Record set Block Start

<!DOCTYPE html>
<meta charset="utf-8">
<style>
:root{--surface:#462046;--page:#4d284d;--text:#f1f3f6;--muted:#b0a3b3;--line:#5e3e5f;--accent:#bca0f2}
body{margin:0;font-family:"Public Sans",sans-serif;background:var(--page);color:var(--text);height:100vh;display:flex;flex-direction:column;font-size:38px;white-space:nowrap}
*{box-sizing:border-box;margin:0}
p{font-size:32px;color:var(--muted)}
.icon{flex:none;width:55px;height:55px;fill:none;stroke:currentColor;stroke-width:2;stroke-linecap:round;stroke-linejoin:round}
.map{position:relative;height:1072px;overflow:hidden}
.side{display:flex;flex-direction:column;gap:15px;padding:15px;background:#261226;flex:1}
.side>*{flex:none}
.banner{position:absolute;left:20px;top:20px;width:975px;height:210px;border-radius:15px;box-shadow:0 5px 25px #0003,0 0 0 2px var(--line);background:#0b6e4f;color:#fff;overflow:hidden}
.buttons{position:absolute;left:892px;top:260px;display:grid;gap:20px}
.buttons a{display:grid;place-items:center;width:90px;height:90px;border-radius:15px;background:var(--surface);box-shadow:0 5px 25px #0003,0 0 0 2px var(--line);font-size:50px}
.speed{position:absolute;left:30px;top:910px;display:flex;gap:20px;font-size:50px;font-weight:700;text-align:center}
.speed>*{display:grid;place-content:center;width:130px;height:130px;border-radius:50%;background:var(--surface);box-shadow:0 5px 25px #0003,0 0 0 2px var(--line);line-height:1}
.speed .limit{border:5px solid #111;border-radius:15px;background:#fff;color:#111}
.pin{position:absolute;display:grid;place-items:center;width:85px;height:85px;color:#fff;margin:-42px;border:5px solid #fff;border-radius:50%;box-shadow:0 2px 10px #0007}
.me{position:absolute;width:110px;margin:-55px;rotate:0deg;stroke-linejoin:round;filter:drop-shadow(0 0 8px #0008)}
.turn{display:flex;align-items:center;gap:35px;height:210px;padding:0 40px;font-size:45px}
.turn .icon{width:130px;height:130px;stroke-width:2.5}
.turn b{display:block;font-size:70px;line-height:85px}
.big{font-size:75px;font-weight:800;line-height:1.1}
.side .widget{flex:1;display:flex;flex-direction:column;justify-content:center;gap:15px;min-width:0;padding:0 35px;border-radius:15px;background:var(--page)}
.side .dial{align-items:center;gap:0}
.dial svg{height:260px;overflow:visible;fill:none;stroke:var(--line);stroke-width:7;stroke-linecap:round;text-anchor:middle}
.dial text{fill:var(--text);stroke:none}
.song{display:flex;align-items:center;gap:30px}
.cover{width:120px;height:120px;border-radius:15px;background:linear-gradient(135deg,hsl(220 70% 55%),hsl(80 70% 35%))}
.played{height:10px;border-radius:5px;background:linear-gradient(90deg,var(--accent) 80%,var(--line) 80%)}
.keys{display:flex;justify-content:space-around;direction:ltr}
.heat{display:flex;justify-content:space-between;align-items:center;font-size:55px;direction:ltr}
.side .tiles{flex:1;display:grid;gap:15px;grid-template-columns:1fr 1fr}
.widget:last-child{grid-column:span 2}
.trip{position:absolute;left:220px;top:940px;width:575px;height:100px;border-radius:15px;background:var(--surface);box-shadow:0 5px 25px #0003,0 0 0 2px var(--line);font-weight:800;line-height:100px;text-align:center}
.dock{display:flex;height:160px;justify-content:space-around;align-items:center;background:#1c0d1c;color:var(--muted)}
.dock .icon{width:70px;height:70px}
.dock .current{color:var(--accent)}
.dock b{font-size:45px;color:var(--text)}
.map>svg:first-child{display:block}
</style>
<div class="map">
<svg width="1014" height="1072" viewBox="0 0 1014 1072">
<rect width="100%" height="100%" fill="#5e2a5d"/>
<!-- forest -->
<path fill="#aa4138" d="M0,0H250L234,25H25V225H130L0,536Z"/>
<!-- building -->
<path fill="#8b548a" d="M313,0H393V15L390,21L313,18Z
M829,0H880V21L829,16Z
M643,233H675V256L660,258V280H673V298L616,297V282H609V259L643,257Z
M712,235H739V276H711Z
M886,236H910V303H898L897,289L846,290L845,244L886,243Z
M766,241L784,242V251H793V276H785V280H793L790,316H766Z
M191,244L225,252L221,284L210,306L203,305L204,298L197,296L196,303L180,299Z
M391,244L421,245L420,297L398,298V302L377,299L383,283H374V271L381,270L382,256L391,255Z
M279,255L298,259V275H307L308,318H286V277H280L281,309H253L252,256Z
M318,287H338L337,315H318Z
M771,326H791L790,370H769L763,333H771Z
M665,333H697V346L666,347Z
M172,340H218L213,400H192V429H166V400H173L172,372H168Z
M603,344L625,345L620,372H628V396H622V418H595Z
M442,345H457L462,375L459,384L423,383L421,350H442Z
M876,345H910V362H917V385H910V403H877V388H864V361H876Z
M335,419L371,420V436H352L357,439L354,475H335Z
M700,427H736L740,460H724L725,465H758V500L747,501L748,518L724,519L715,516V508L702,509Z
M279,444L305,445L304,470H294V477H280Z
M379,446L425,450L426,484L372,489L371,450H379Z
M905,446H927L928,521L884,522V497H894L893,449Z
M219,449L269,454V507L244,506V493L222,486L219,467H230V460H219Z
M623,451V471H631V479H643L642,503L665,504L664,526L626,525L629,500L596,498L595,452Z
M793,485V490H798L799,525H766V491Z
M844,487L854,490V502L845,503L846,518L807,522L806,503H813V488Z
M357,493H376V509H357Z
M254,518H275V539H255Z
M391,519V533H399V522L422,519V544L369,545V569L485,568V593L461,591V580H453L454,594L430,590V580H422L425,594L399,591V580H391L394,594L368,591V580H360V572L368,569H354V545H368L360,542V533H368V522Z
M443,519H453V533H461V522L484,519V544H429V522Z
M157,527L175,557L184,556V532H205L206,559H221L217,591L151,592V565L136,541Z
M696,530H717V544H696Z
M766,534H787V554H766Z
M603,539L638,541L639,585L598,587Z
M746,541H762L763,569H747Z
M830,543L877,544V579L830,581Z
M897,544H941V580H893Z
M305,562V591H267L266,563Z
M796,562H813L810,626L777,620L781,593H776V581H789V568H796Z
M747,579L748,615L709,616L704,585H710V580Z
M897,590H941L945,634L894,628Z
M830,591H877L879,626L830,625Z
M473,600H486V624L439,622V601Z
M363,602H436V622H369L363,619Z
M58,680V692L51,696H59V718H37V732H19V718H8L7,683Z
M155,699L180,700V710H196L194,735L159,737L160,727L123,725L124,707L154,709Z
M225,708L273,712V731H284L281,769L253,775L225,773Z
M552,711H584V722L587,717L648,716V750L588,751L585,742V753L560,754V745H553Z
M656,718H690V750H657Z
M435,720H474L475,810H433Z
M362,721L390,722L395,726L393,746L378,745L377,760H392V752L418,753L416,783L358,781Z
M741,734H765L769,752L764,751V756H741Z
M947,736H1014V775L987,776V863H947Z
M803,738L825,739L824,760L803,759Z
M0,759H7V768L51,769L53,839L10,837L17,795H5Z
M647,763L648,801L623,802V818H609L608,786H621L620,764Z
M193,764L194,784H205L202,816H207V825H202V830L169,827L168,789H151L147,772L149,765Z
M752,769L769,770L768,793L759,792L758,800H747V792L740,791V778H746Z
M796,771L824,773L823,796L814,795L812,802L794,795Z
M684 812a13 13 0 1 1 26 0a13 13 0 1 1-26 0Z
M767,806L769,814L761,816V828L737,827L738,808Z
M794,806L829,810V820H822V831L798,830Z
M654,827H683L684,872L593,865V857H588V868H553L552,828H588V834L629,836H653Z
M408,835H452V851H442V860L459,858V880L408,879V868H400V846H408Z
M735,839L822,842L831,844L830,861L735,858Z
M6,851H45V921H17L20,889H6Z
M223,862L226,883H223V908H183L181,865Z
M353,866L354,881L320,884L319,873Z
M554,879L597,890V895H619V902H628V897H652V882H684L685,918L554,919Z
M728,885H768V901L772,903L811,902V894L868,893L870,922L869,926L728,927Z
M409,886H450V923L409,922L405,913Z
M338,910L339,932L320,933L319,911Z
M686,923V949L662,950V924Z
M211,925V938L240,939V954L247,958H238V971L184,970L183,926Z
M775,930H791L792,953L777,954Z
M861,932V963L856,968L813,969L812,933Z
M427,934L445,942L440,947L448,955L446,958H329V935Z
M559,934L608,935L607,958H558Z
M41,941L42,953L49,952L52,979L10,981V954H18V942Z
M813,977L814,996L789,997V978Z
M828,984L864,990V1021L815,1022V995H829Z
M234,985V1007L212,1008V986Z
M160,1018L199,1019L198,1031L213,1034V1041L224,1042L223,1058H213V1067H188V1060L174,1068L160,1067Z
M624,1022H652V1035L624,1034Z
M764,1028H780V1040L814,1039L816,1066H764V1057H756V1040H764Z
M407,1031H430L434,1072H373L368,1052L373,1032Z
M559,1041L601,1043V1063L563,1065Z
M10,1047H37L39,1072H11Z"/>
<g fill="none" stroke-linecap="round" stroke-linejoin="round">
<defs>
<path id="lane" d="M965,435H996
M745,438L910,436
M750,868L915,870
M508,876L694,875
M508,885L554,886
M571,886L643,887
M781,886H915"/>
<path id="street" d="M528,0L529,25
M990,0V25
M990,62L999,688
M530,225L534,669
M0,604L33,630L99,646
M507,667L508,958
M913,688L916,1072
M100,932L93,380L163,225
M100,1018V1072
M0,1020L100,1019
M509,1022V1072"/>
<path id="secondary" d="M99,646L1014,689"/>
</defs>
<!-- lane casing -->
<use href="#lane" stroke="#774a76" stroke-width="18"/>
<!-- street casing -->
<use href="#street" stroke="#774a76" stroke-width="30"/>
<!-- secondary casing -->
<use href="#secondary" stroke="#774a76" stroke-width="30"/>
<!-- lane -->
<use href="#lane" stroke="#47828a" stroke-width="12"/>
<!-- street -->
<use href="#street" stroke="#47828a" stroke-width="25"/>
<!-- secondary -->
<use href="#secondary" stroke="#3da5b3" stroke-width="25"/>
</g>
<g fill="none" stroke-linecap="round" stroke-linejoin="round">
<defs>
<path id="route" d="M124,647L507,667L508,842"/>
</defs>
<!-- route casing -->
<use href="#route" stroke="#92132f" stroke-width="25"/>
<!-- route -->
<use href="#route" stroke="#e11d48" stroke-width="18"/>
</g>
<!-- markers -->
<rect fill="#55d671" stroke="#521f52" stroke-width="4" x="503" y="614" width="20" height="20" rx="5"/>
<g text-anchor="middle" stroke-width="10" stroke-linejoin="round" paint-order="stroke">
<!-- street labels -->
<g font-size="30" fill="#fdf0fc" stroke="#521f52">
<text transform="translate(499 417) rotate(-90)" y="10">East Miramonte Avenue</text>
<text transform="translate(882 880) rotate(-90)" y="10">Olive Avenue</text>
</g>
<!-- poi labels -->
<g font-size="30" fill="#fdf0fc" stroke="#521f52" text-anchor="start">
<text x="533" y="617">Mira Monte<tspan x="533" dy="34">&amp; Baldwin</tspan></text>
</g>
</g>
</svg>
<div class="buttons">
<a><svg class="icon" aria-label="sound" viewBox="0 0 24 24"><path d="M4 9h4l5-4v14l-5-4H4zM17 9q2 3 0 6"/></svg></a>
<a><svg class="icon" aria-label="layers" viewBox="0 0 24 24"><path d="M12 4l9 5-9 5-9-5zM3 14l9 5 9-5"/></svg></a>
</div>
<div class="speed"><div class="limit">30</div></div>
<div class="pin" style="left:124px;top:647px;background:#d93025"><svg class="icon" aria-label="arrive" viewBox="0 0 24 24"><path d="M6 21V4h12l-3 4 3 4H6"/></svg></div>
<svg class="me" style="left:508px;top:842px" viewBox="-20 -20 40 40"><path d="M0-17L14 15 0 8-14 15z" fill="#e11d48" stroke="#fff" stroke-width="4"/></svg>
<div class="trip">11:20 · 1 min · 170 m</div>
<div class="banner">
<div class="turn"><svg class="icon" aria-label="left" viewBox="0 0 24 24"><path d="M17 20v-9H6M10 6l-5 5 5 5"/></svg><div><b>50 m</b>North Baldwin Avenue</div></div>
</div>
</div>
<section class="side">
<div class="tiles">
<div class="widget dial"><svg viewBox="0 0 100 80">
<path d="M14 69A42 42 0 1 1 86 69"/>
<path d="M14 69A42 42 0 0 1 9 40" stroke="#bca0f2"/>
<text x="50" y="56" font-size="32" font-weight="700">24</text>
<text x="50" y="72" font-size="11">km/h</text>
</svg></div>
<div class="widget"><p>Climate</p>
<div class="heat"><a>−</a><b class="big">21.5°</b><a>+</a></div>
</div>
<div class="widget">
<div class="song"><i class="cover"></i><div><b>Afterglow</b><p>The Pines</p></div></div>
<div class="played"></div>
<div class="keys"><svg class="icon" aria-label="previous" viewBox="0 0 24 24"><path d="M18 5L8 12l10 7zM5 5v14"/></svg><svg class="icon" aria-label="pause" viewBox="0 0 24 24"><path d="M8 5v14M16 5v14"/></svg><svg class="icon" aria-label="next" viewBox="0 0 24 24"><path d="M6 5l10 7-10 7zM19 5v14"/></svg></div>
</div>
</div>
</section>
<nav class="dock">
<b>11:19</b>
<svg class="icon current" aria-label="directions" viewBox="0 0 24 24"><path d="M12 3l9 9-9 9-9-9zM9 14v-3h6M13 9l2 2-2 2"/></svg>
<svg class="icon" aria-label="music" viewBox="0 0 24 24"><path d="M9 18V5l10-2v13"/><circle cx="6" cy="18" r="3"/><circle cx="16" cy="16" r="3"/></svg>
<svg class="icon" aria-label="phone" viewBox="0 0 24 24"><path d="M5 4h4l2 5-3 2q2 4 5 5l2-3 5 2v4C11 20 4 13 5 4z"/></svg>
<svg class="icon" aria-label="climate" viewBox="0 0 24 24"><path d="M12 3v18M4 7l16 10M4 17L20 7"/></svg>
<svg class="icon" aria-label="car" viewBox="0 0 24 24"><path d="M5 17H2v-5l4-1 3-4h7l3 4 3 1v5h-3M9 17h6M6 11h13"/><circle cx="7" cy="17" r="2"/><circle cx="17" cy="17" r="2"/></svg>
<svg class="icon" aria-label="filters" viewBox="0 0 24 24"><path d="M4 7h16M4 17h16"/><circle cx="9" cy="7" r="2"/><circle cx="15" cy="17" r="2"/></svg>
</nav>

Record set Block End

Task requirements » Reproduce, character for character, only the lines of the preceding data that start at the line with "M530,225L534,669" and end at the line with "<!-- route -->", both included.

Solved exercise »
M530,225L534,669
M0,604L33,630L99,646
M507,667L508,958
M913,688L916,1072
M100,932L93,380L163,225
M100,1018V1072
M0,1020L100,1019
M509,1022V1072"/>
<path id="secondary" d="M99,646L1014,689"/>
</defs>
<!-- lane casing -->
<use href="#lane" stroke="#774a76" stroke-width="18"/>
<!-- street casing -->
<use href="#street" stroke="#774a76" stroke-width="30"/>
<!-- secondary casing -->
<use href="#secondary" stroke="#774a76" stroke-width="30"/>
<!-- lane -->
<use href="#lane" stroke="#47828a" stroke-width="12"/>
<!-- street -->
<use href="#street" stroke="#47828a" stroke-width="25"/>
<!-- secondary -->
<use href="#secondary" stroke="#3da5b3" stroke-width="25"/>
</g>
<g fill="none" stroke-linecap="round" stroke-linejoin="round">
<defs>
<path id="route" d="M124,647L507,667L508,842"/>
</defs>
<!-- route casing -->
<use href="#route" stroke="#92132f" stroke-width="25"/>
<!-- route -->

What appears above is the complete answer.